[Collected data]
——

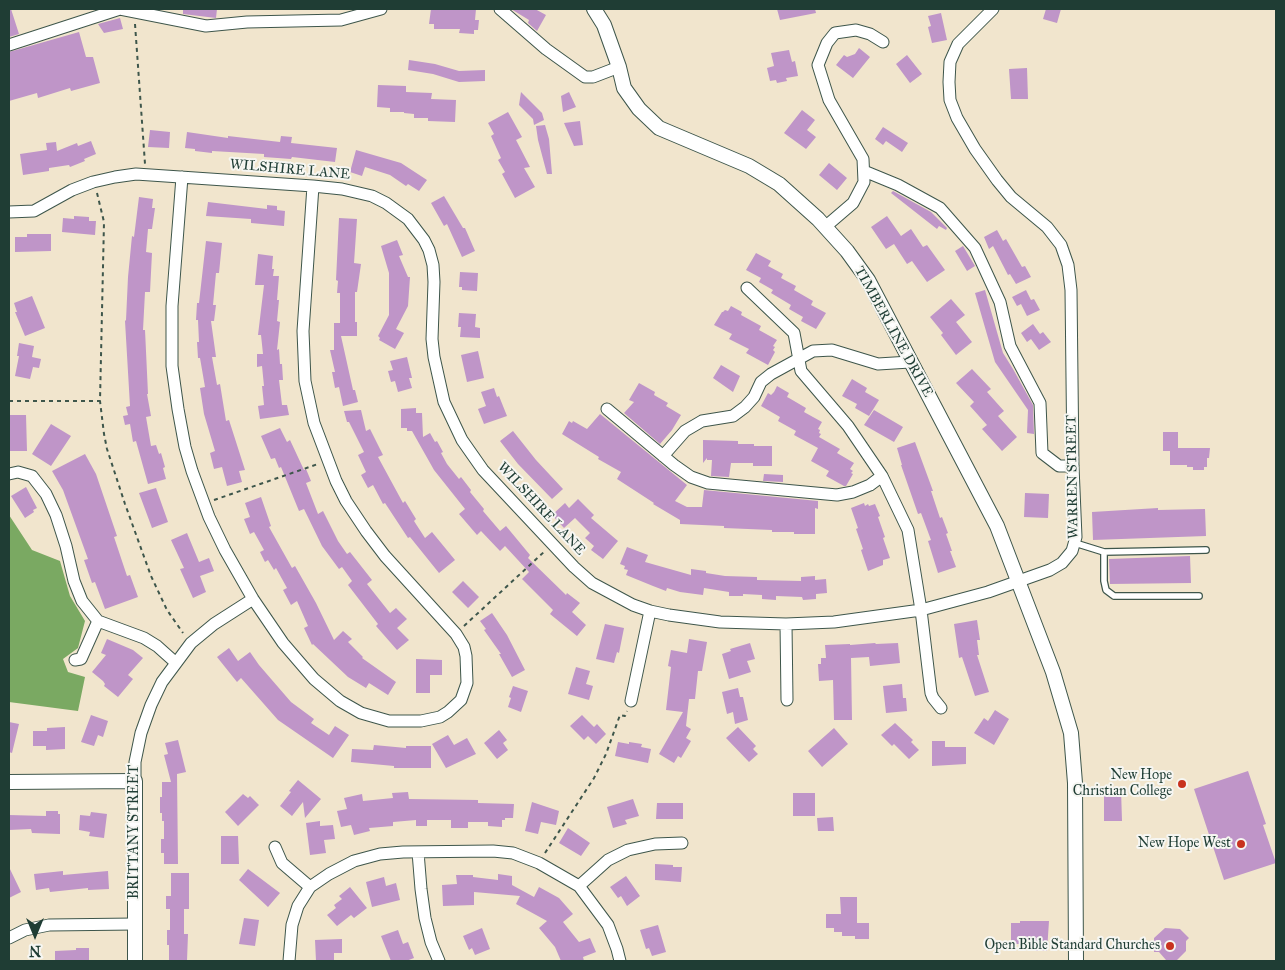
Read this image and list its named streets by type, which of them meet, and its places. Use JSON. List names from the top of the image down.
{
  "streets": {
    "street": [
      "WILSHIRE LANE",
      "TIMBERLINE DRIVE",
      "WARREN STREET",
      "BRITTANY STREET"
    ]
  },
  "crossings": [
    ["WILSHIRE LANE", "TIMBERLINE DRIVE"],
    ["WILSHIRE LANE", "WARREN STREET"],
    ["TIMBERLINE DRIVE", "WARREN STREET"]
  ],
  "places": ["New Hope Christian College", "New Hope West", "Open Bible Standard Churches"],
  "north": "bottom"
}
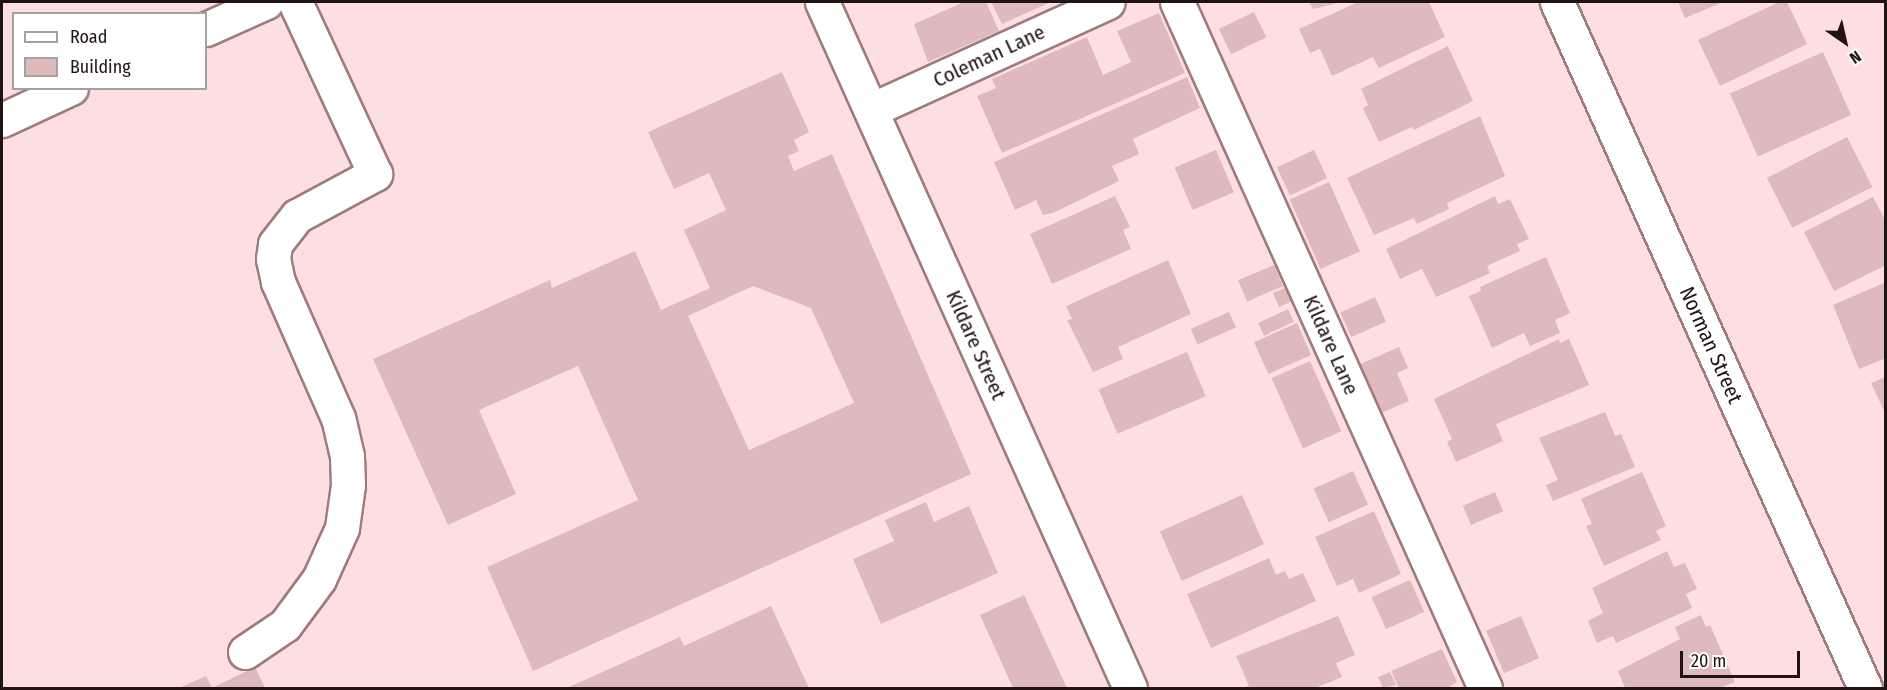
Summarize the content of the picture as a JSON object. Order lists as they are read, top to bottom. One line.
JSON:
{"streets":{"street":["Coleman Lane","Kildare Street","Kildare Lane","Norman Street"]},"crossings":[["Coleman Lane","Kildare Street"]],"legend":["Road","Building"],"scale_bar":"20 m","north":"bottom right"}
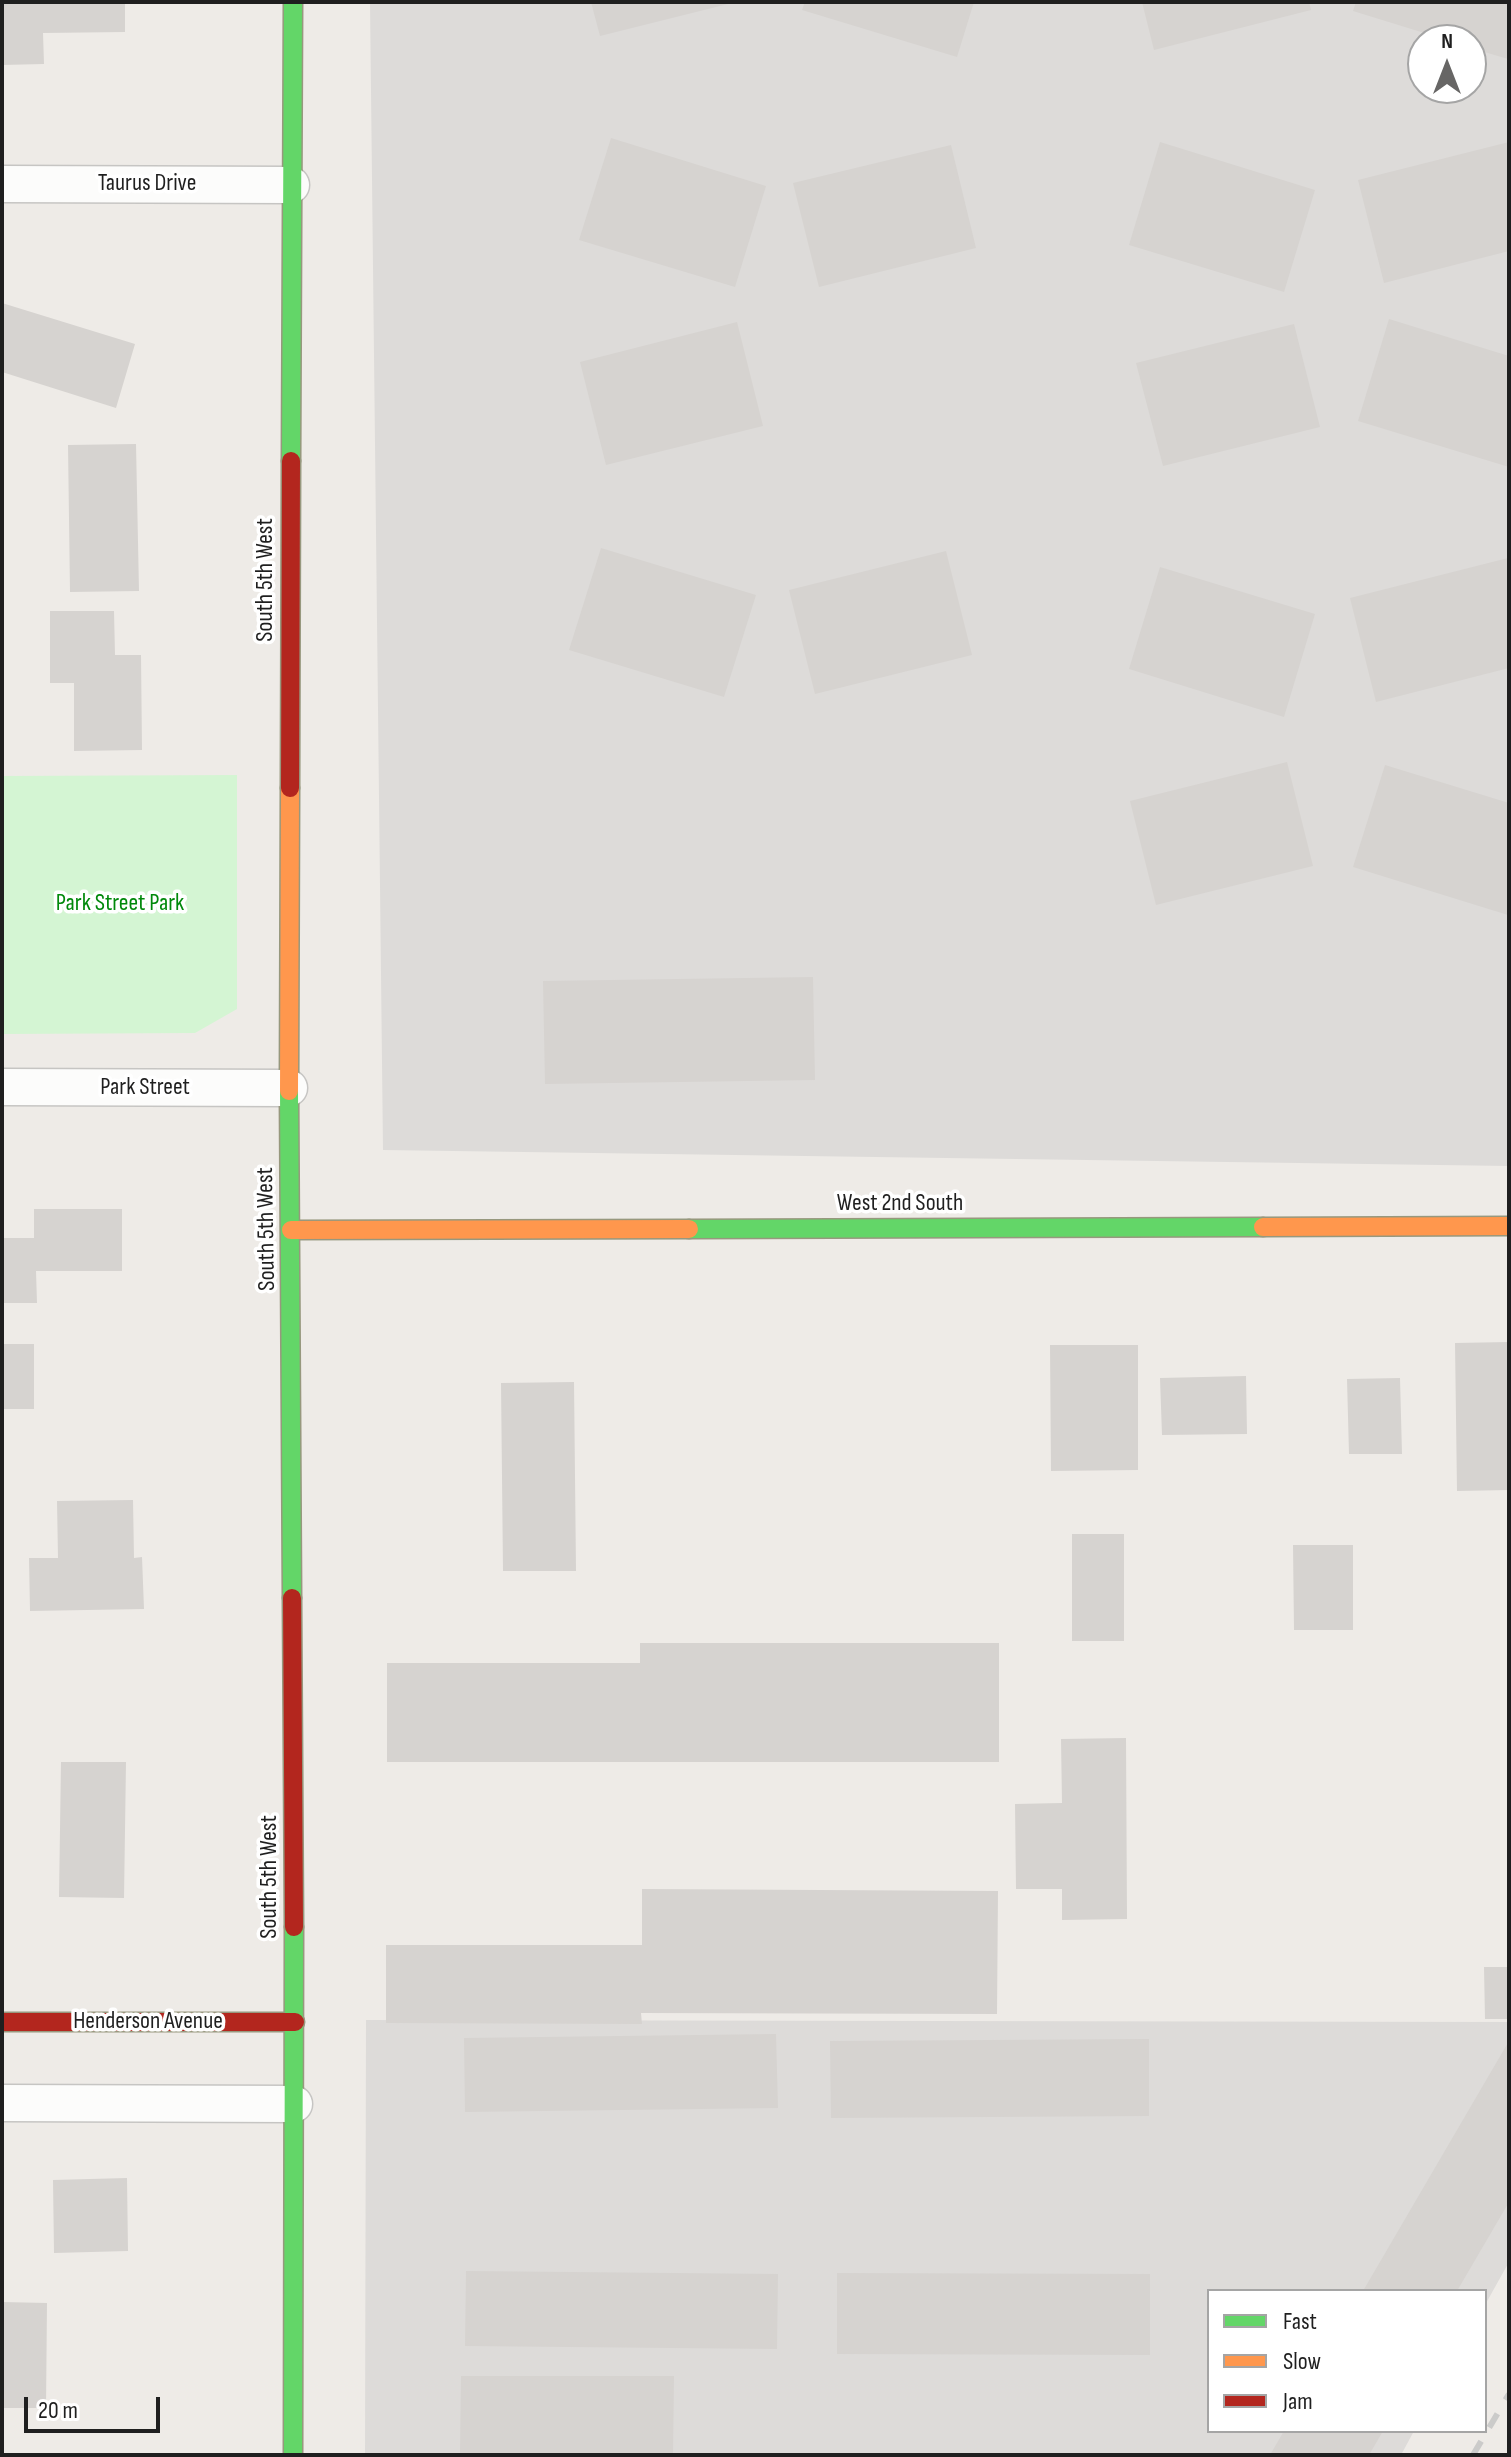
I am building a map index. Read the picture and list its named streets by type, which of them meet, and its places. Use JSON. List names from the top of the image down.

——

*INSTRUCTIONS TO FOLLOW*. Your task is to find each line in the entries that contains the string "picture" and copy it.

*SOLUTION FOR THIS TASK*.
Summarize the content of the picture as a JSON object. Order lists as they are read, top to bottom. One line.
I am building a map index. Read the picture and list its named streets by type, which of them meet, and its places. Use JSON. List names from the top of the image down.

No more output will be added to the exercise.